■ Task:
Please output exactly the part of the records below that opens with the line containing "ctx.lineWidth = 4.5;" and closes with the line containing "if (halo) ctx.strokeText(text, 0, 0);", both lines included, and nothing else.

----- Record set

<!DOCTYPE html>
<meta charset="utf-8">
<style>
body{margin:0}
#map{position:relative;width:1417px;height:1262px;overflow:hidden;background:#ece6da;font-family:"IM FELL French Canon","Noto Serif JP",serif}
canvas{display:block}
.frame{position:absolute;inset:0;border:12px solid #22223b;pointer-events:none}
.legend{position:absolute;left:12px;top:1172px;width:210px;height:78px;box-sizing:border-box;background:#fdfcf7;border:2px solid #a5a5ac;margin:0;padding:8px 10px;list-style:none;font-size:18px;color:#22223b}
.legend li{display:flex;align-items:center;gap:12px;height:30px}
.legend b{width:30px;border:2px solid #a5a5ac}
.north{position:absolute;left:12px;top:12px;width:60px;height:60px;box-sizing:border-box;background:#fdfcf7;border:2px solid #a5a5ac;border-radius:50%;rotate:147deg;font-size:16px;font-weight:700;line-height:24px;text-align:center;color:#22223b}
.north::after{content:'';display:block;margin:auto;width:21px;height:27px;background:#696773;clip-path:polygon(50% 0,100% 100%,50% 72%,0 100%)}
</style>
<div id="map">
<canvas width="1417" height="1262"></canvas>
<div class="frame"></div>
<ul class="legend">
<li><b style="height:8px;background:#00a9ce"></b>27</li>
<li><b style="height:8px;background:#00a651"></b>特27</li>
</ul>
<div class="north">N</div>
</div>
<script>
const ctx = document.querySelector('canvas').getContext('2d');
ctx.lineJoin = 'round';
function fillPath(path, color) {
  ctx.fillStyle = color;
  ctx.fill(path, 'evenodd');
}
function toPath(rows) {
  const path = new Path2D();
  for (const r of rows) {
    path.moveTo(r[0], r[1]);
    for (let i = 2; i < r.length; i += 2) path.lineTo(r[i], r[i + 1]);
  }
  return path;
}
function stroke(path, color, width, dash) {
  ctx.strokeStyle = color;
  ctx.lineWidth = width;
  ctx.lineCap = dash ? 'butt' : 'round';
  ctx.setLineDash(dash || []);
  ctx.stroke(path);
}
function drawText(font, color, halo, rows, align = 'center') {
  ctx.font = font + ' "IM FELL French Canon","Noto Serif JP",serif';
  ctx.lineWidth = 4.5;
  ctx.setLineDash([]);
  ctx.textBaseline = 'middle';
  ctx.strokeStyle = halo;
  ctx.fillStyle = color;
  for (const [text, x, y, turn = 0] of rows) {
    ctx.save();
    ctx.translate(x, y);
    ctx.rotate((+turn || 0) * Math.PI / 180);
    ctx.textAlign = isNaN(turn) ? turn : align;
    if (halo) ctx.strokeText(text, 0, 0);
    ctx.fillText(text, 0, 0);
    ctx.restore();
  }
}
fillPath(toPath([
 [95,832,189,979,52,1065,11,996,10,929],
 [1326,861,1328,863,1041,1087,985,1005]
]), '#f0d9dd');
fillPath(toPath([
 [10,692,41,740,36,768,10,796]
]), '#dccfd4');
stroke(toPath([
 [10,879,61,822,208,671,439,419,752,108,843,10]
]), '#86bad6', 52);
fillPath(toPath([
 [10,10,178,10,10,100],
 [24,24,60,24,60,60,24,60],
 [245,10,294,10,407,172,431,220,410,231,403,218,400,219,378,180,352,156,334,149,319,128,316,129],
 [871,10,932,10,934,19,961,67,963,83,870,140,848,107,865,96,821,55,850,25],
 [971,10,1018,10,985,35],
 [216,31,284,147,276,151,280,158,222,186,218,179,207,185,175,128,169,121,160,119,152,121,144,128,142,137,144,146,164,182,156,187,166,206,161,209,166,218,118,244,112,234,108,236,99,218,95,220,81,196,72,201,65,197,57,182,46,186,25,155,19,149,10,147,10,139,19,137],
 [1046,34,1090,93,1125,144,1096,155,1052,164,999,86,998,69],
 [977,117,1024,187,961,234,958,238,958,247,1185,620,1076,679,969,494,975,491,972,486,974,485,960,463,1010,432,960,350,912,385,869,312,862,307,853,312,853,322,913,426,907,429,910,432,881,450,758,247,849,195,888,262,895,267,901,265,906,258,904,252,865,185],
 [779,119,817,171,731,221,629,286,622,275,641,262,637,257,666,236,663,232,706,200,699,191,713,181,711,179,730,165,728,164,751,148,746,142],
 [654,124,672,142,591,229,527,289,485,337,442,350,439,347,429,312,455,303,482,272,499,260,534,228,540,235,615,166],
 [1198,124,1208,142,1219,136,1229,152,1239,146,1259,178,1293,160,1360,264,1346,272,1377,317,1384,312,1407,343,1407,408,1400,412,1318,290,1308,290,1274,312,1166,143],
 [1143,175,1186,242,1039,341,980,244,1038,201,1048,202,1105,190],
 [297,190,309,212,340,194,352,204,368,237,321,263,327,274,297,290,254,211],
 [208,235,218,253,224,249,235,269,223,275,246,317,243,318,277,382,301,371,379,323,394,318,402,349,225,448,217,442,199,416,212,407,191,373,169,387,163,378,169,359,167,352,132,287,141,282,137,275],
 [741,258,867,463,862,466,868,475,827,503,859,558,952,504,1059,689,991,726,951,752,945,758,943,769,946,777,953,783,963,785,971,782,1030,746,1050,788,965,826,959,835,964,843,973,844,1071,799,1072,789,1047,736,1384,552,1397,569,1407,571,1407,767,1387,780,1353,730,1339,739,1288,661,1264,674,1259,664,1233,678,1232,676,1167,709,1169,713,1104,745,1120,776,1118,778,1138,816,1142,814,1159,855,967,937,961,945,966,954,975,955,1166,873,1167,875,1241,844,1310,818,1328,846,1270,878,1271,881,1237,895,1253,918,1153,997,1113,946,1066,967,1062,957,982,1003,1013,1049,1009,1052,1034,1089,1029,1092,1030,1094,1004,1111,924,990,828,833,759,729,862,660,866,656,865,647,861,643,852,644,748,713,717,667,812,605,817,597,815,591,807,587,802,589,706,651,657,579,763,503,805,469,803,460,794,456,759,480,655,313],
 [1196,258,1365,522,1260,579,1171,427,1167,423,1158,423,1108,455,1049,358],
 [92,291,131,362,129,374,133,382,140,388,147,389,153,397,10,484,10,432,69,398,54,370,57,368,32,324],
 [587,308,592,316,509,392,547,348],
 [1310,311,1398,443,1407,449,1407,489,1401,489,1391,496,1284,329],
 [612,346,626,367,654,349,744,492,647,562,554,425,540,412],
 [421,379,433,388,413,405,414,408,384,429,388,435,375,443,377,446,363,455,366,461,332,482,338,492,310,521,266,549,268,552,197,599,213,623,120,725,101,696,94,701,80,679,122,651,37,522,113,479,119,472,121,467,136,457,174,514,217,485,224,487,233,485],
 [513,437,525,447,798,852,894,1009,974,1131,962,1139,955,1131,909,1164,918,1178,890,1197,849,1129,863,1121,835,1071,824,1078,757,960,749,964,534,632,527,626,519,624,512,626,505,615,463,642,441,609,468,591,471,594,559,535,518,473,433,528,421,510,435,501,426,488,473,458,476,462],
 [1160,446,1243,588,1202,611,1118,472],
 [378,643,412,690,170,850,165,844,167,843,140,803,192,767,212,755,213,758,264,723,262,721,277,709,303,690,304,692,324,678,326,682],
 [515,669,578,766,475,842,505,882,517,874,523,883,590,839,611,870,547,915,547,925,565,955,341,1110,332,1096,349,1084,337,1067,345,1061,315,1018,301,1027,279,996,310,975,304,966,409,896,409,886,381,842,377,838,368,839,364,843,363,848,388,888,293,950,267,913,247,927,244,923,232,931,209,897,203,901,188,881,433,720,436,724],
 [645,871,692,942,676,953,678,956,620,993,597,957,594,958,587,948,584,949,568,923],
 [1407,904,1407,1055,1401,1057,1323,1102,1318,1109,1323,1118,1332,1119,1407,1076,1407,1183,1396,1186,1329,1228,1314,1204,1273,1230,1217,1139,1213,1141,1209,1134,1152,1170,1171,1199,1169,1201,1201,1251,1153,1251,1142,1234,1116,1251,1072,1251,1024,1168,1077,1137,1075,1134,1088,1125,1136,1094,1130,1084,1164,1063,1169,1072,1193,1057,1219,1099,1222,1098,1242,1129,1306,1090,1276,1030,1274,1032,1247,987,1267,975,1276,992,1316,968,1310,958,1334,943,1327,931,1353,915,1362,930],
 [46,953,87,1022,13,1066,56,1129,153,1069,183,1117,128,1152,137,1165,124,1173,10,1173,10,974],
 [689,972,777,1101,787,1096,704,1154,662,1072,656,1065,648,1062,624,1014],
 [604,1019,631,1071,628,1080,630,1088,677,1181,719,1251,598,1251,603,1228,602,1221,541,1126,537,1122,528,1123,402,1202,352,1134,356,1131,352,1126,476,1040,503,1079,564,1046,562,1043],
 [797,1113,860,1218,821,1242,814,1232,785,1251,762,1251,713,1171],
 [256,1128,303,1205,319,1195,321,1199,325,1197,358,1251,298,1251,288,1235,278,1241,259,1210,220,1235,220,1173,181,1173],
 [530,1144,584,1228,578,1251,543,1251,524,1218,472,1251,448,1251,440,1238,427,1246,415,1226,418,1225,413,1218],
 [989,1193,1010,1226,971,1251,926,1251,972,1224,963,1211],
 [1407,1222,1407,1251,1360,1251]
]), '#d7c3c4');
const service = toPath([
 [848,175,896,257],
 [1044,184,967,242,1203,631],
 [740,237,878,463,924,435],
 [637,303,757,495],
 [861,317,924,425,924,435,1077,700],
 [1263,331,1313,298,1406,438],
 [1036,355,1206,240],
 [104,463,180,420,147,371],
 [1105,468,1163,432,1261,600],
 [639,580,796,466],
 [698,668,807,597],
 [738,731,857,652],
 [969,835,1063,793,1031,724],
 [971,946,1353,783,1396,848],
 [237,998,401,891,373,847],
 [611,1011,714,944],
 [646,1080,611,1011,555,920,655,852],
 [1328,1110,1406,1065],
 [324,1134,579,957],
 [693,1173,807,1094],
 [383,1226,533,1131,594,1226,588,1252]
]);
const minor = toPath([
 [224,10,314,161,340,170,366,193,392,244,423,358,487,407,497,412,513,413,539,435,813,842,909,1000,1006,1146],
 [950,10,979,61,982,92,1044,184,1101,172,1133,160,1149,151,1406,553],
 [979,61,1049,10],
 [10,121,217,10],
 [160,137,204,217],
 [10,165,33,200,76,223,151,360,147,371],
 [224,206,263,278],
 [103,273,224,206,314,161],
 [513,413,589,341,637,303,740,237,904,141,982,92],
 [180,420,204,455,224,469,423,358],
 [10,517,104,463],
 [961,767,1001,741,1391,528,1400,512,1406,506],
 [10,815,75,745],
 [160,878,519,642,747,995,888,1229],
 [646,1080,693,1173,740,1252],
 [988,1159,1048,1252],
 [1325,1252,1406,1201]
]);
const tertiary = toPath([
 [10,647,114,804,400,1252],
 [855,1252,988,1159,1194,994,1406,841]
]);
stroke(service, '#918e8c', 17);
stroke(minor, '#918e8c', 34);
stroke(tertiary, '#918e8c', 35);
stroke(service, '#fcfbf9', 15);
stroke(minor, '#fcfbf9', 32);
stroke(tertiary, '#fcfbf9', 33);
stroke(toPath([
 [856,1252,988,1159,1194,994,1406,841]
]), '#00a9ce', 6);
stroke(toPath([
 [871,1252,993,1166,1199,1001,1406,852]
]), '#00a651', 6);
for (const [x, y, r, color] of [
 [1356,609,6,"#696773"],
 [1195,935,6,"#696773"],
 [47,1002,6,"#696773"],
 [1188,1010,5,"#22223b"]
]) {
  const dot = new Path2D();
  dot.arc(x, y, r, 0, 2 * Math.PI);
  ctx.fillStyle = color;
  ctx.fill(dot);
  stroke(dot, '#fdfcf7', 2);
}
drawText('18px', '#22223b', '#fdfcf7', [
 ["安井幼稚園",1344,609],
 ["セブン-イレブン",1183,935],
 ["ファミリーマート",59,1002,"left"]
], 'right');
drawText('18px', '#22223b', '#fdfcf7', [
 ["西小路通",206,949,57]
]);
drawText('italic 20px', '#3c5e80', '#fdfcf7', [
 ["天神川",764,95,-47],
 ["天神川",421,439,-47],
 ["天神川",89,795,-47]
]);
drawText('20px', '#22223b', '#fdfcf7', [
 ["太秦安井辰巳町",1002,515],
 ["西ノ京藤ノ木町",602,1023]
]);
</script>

----------

■ Answer for the task:
  ctx.lineWidth = 4.5;
  ctx.setLineDash([]);
  ctx.textBaseline = 'middle';
  ctx.strokeStyle = halo;
  ctx.fillStyle = color;
  for (const [text, x, y, turn = 0] of rows) {
    ctx.save();
    ctx.translate(x, y);
    ctx.rotate((+turn || 0) * Math.PI / 180);
    ctx.textAlign = isNaN(turn) ? turn : align;
    if (halo) ctx.strokeText(text, 0, 0);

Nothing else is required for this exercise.